Per questi motivi sono propenso a ridurre il peso del rischio in portafoglio, soprattutto con l’orizzonte di un mese o poco più. Attenzione però: questa è una scelta puramente tattica, e anzi mi attenderei una partenza del 2021 nuovamente positiva. Dalla seconda metà di dicembre in poi gli investitori avranno maggiore visibilità sulla tempistica di distribuzione dei vaccini. Fed e BCE avranno comunicato le nuove misure a sostegno della ripresa. I dati macro ci avranno dato una prima indicazione di massima sull’impatto che la seconda ondata Covid avrà avuto sulla crescita nel quarto trimestre e sarà ormai nei prezzi anche l’incertezza sui consumi di natale. Per dicembre anche Trump avrà metabolizzato la sconfitta, togliendo questo elemento di (possibile?) volatilità. A fine anno, per me, si potrebbe ricomprare rischio, per scommettere su una forte ripresa ciclica nel 2021.

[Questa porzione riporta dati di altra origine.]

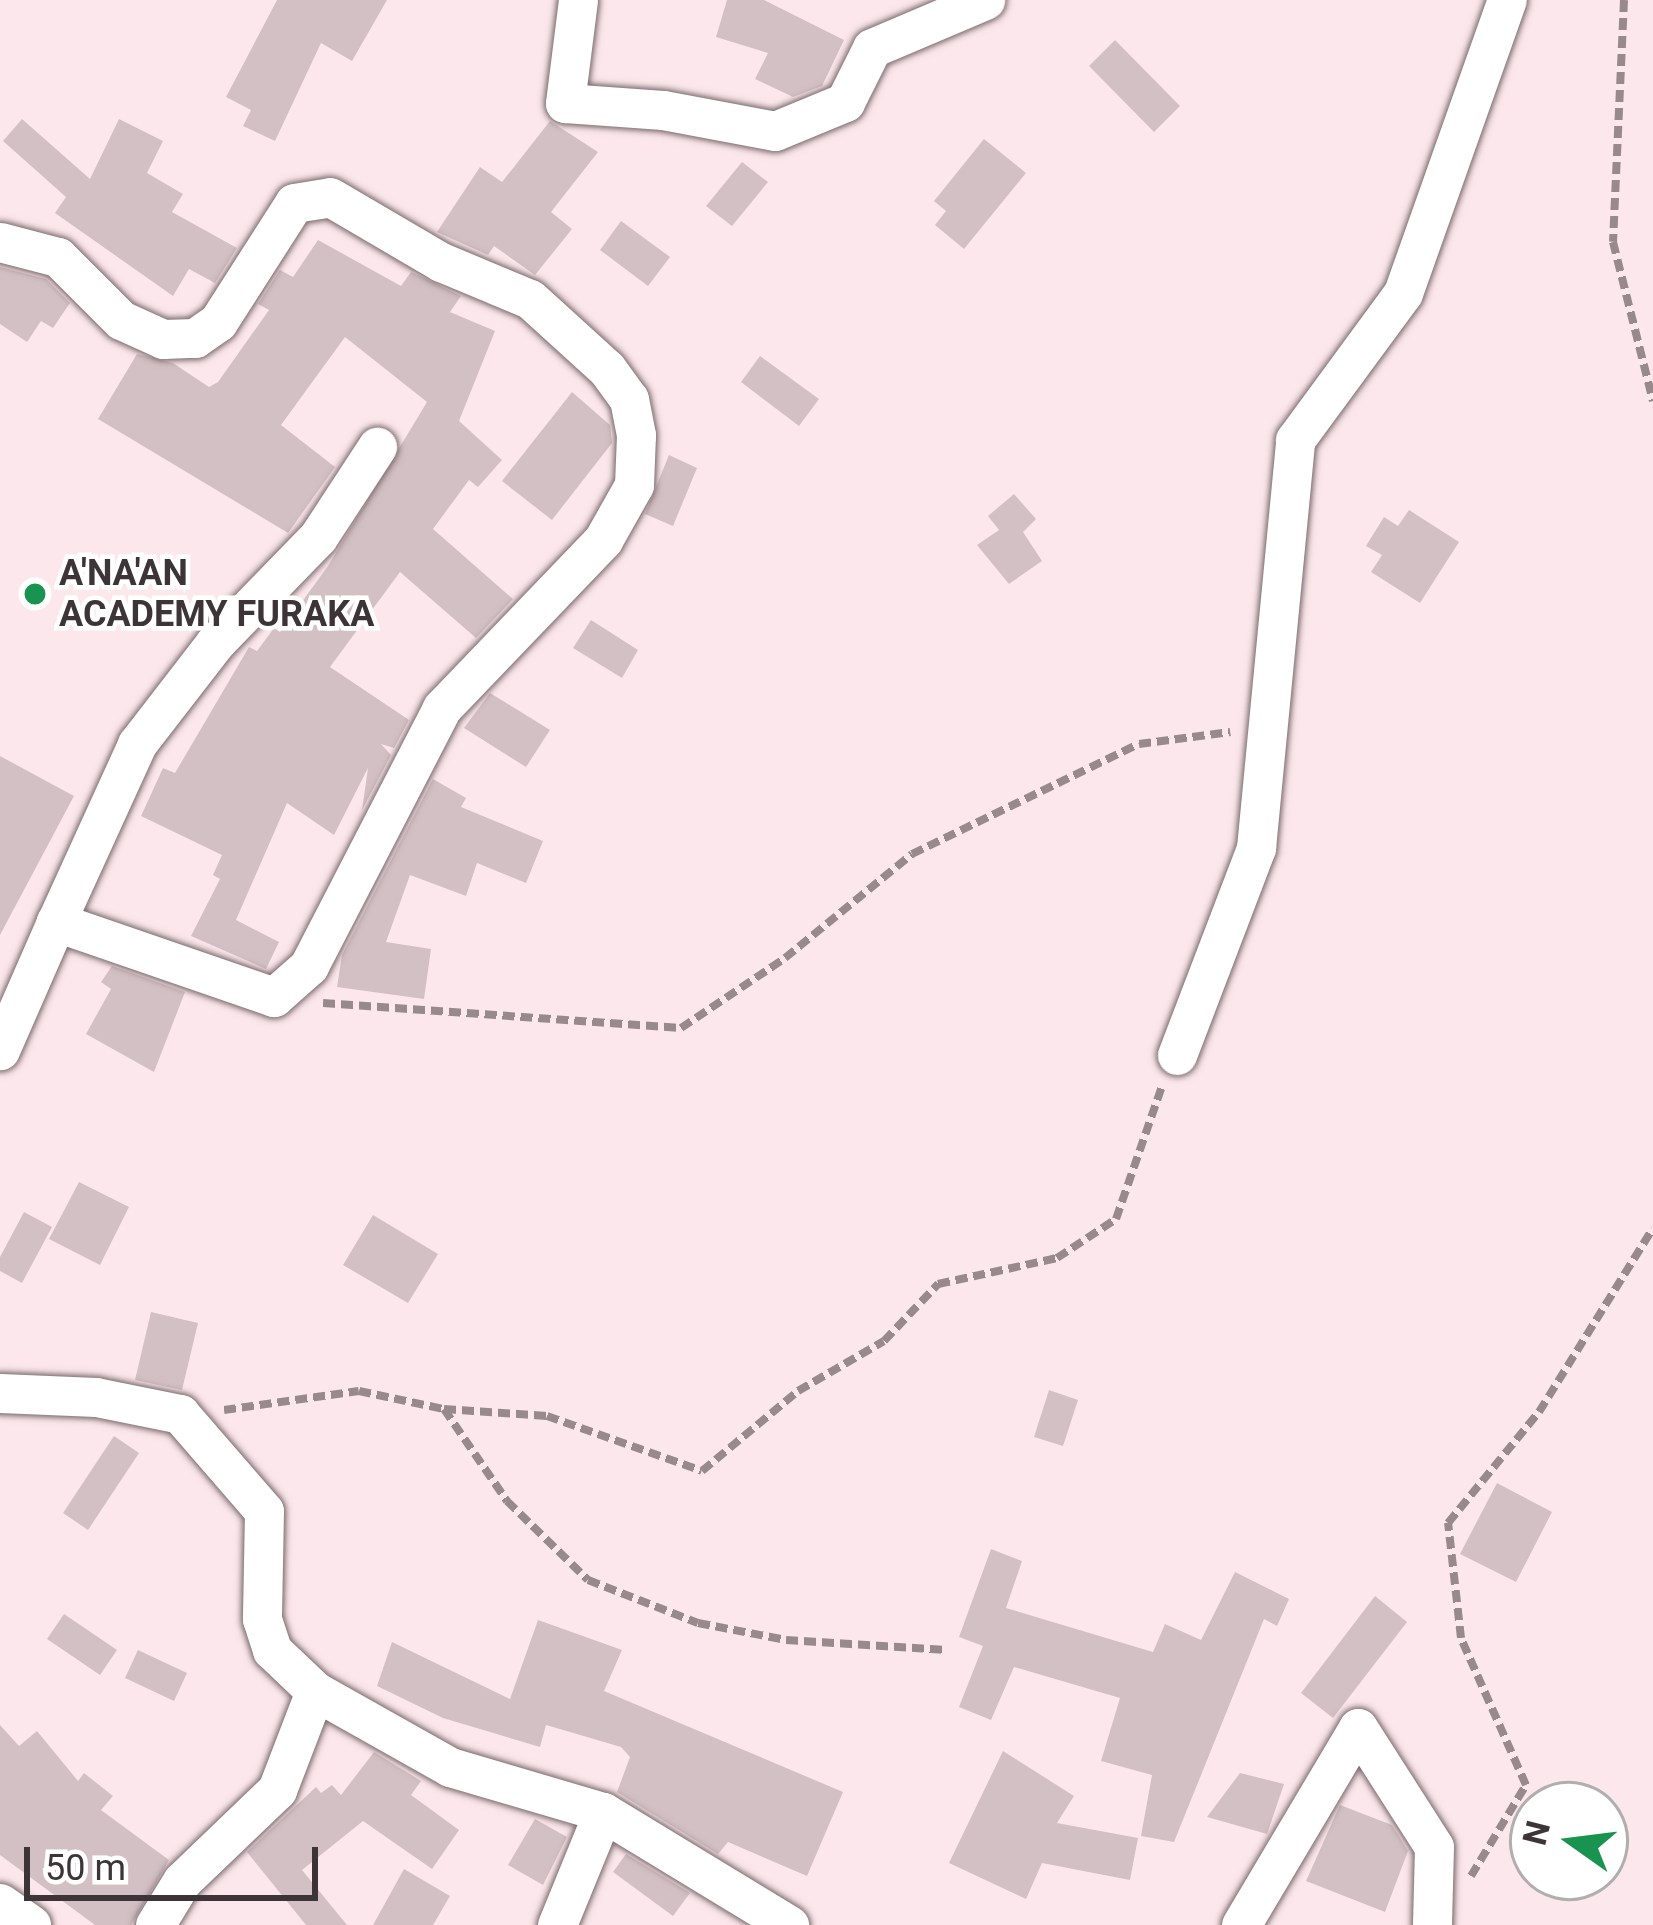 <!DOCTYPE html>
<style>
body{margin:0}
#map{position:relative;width:1653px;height:1925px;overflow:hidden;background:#fce8ec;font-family:Roboto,sans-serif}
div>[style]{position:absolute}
.building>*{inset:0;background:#d3c0c5}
.path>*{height:8px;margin-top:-4px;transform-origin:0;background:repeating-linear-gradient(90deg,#97898c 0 12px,transparent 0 18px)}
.roads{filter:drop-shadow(0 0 3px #7a696d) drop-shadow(0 0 3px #7a696d)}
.minor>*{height:39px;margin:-19.5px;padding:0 19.5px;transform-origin:19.5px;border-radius:19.5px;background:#fff}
.dots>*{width:33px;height:33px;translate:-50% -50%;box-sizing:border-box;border:6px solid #fff;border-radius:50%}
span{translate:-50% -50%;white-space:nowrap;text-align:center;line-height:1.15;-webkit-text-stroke:9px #fff;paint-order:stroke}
.poi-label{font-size:36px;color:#3c3436;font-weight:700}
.left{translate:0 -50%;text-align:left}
.north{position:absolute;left:1509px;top:1781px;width:120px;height:120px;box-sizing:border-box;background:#fff;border:3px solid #b1aeaf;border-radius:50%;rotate:284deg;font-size:33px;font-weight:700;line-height:48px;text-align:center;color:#3c3436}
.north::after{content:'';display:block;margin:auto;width:42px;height:54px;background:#189350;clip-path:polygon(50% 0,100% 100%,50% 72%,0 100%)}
.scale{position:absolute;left:24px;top:1847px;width:294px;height:54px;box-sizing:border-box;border:6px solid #3c3436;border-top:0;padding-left:15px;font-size:36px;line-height:42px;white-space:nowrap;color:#3c3436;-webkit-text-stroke:9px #fff;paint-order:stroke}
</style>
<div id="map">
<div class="building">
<i style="clip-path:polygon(277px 0,387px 0,352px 61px,321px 43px,275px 141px,243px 126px,251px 110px,226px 97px)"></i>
<i style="clip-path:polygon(727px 0,764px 0,844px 40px,822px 86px,793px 97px,755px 79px,768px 53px,716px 37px)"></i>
<i style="clip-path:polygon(1115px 40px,1180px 106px,1154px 132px,1089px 66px)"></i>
<i style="clip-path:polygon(22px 119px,90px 179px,119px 119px,163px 141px,147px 173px,183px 194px,172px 212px,237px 248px,215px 283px,189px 269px,173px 296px,55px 213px,66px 197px,3px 141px)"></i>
<i style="clip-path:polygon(550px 121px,598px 152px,551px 212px,572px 229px,535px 275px,494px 246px,488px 255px,437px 232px,480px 167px,502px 182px)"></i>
<i style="clip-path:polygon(984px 139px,1026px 173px,964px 249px,935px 225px,946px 211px,934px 201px)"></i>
<i style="clip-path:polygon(742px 162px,768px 182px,732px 226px,706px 206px)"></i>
<i style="clip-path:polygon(621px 221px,670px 257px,648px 286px,600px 250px)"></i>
<i style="clip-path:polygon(318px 240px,401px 286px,411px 272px,461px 296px,450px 312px,495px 331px,459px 421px,502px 460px,478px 487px,469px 480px,433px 529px,513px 599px,476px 638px,400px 572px,330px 667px,409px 720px,394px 748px,381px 744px,391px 755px,362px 810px,368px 768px,334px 835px,287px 803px,236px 920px,279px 942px,266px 969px,191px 936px,220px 879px,213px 875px,222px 855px,141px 816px,163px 768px,175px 773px,249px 647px,257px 651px,274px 628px,280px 632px,328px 566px,427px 402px,345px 337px,281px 425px,335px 467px,288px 533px,98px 419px,137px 354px,173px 363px,209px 387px,218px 382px,269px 310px,258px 304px,280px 270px,293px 277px)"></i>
<i style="clip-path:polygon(0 267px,46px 279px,70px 303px,53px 328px,41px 321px,27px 342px,0 324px)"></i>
<i style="clip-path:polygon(760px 356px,819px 399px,799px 426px,741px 382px)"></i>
<i style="clip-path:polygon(572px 392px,610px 425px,612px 443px,552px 520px,502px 481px)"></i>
<i style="clip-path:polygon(669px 455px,697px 468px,673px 526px,645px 514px)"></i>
<i style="clip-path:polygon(1014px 494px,1036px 519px,1023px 532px,1042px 561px,1009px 584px,977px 545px,999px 530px,988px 516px)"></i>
<i style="clip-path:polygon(1409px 510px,1459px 542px,1420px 603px,1371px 572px,1382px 555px,1366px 546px,1384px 517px,1398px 526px)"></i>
<i style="clip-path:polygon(591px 620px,638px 650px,622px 678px,573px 648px)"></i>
<i style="clip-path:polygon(490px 693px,550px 730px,526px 767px,464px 728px)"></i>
<i style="clip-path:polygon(0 756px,74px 796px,0 935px)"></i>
<i style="clip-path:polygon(433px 779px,466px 798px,461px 807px,543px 841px,526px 883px,477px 863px,466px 896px,410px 875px,386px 942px,431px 949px,424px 999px,337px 987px,342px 955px)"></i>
<i style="clip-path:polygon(112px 966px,185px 992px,154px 1072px,86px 1034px,111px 989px,101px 982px)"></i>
<i style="clip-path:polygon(79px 1182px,129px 1207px,100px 1265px,49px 1239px)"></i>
<i style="clip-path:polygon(24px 1212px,52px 1227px,22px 1283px,0 1271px,0 1257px)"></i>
<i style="clip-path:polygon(373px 1215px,438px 1254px,408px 1303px,343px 1265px)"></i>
<i style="clip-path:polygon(151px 1312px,198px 1323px,182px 1390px,135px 1380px)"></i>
<i style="clip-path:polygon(1049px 1390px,1078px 1400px,1063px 1446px,1034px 1437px)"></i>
<i style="clip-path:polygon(114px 1436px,139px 1453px,88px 1530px,63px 1513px)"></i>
<i style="clip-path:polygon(1497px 1483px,1552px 1512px,1516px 1582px,1460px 1554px)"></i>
<i style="clip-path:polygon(991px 1549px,1022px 1561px,1006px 1608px,1153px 1652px,1165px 1624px,1201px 1640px,1235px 1572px,1289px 1599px,1277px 1626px,1264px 1619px,1174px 1842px,1141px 1836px,1152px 1775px,1101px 1761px,1120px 1698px,1014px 1667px,991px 1720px,959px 1707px,983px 1646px,959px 1637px)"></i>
<i style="clip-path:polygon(1375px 1596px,1407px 1622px,1333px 1718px,1301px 1693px)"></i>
<i style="clip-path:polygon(64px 1614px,117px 1650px,100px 1675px,47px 1639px)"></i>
<i style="clip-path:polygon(538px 1620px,622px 1650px,604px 1691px,843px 1792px,807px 1876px,728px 1842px,718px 1854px,617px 1792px,630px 1757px,621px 1747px,546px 1725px,540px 1747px,443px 1718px,377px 1686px,392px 1642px,510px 1699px)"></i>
<i style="clip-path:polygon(138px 1650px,187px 1673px,174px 1701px,125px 1678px)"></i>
<i style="clip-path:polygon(0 1725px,19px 1746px,37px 1731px,78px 1781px,84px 1773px,113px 1796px,101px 1810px,169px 1860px,131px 1925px,95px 1925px,0 1855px)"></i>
<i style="clip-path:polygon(1003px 1751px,1074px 1796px,1057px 1823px,1138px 1838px,1130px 1880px,1042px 1863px,1026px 1899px,949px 1863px)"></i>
<i style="clip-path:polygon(374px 1752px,421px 1781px,411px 1795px,459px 1830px,432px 1869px,363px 1821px,302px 1870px,347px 1925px,306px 1925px,247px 1852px,316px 1787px,321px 1793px,332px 1785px,341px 1795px)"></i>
<i style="clip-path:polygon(1240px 1773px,1284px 1784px,1267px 1834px,1207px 1817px)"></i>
<i style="clip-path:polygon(1340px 1805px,1392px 1825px,1408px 1851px,1385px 1912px,1306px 1881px)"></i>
<i style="clip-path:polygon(535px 1819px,567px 1837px,543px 1885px,508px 1865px)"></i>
<i style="clip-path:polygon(626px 1854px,690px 1893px,673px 1916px,613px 1872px)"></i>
<i style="clip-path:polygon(404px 1869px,450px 1896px,433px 1925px,373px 1925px)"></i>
</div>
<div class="path">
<i style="left:1624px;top:0;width:242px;rotate:92.6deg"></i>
<i style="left:1613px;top:242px;width:164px;rotate:75.9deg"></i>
<i style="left:323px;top:1003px;width:359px;rotate:4deg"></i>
<i style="left:681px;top:1028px;width:125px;rotate:-33.9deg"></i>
<i style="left:785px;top:958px;width:164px;rotate:-39.3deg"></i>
<i style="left:912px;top:854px;width:252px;rotate:-25.9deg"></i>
<i style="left:1139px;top:744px;width:92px;rotate:-7.5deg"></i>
<i style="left:444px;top:1409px;width:103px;rotate:3.9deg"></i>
<i style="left:547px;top:1416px;width:164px;rotate:19.5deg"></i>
<i style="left:702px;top:1471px;width:125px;rotate:-39.8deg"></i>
<i style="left:798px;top:1391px;width:99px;rotate:-30.2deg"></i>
<i style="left:884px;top:1341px;width:79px;rotate:-46.5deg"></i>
<i style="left:938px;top:1284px;width:122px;rotate:-12.3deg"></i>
<i style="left:1057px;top:1258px;width:71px;rotate:-33.5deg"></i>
<i style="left:1116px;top:1219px;width:141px;rotate:-70.9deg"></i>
<i style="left:224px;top:1410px;width:136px;rotate:-8deg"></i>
<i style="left:359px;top:1391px;width:87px;rotate:12deg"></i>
<i style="left:444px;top:1409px;width:112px;rotate:55.6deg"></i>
<i style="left:507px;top:1501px;width:113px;rotate:44.3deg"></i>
<i style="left:588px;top:1580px;width:118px;rotate:21.4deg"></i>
<i style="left:698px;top:1623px;width:90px;rotate:10.9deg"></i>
<i style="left:786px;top:1640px;width:157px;rotate:3.6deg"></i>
<i style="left:1471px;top:1876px;width:106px;rotate:-58.9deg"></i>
<i style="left:1526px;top:1785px;width:161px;rotate:-113.9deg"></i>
<i style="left:1461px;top:1638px;width:116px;rotate:-96.4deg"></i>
<i style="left:1448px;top:1523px;width:144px;rotate:-50.7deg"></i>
<i style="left:1539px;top:1412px;width:216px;rotate:-58.2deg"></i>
</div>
<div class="roads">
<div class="minor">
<i style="left:578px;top:0;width:104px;rotate:97.2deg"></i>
<i style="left:565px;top:103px;width:98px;rotate:4.1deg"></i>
<i style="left:663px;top:110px;width:114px;rotate:10.6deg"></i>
<i style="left:775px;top:131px;width:76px;rotate:-22.5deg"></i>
<i style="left:845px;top:102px;width:60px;rotate:-63.4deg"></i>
<i style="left:872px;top:48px;width:123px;rotate:-23deg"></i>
<i style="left:0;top:242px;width:60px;rotate:14.5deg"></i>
<i style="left:58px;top:257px;width:89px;rotate:45deg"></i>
<i style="left:121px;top:320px;width:46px;rotate:24.3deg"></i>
<i style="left:163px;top:339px;width:32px;rotate:-2deg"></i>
<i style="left:195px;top:338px;width:28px;rotate:-35deg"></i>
<i style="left:218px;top:322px;width:141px;rotate:-57.4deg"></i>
<i style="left:294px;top:203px;width:36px;rotate:-9deg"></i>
<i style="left:330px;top:197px;width:129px;rotate:30.4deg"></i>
<i style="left:441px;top:262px;width:96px;rotate:22.6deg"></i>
<i style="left:530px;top:299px;width:104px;rotate:42.3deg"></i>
<i style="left:607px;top:369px;width:37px;rotate:54deg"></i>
<i style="left:629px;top:399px;width:37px;rotate:79deg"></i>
<i style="left:636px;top:435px;width:50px;rotate:92.3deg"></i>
<i style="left:634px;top:485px;width:63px;rotate:119.4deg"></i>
<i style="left:603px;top:540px;width:233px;rotate:133.8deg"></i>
<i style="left:442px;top:708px;width:290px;rotate:117.3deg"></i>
<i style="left:309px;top:966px;width:47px;rotate:138.5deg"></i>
<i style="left:274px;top:997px;width:231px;rotate:-161deg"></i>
<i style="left:56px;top:922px;width:140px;rotate:113.6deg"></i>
<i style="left:56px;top:922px;width:196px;rotate:-65.5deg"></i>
<i style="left:137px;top:744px;width:128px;rotate:-52.3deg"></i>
<i style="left:215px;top:643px;width:148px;rotate:-45.8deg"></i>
<i style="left:318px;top:537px;width:108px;rotate:-56.8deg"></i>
<i style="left:1177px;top:1055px;width:222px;rotate:-69.1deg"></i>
<i style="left:1256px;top:848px;width:410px;rotate:-84.5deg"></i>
<i style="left:1295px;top:440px;width:182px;rotate:-53.7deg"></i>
<i style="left:1403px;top:293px;width:311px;rotate:-70.5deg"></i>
<i style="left:0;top:1393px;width:96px;rotate:2.4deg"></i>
<i style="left:96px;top:1397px;width:86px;rotate:11.4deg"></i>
<i style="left:180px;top:1414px;width:128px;rotate:49.1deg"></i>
<i style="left:264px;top:1511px;width:108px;rotate:91.1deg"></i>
<i style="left:262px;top:1619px;width:33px;rotate:72deg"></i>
<i style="left:272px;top:1650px;width:59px;rotate:43.6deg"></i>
<i style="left:315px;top:1691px;width:155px;rotate:29.4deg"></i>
<i style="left:450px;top:1767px;width:159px;rotate:16.4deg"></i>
<i style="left:0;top:1903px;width:38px;rotate:35deg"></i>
<i style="left:155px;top:1925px;width:52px;rotate:-58.5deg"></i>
<i style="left:182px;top:1881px;width:132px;rotate:-43.8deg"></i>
<i style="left:277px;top:1790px;width:106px;rotate:-69deg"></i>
<i style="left:557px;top:1925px;width:122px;rotate:-67.8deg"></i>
<i style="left:603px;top:1812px;width:218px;rotate:31.3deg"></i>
<i style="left:1241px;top:1925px;width:229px;rotate:-59.3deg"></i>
<i style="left:1358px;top:1728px;width:141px;rotate:57.4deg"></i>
<i style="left:1434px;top:1847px;width:78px;rotate:91.5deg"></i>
</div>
</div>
<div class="dots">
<i style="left:35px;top:594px;background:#189350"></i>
</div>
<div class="poi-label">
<span class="left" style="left:59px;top:594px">A'NA'AN<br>ACADEMY FURAKA</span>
</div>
<div class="north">N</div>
<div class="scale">50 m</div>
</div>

E se per caso avesse avuto ragione Trump? Se i (supposti) brogli elettorali venissero provati? O se la Corte Suprema gli desse ragione? Irrealistico, ma facciamo comunque un’ipotesi di lavoro: sul possibile storno, anche violento, legato all’annuncio (timori di crisi politica ed istituzionale, fino all’ipotesi di una irrealistica “seconda guerra civile americana”) sarei compratore a mani basse ed occhi chiusi. La Fed interverrebbe pesantemente per normalizzare i mercati, e ben presto gli investitori si accorgerebbero di avere di nuovo un presidente abituato ad equiparare il suo indice di gradimento con il livello del S&P 500 (e quindi portato a sostenerne i rialzi a suon di tweet e dichiarazioni). Il tutto con un Senato repubblicano che obbedirebbe ad occhi chiusi agli ordini di nuova spesa in deficit del suo presidente; e difficilmente i democratici potrebbero opporsi, davanti all’agognato piano di nuovi stimoli per ulteriori 2 miliardi di dollari. Ma tutto questo è fantapolitica, quando non fantascienza.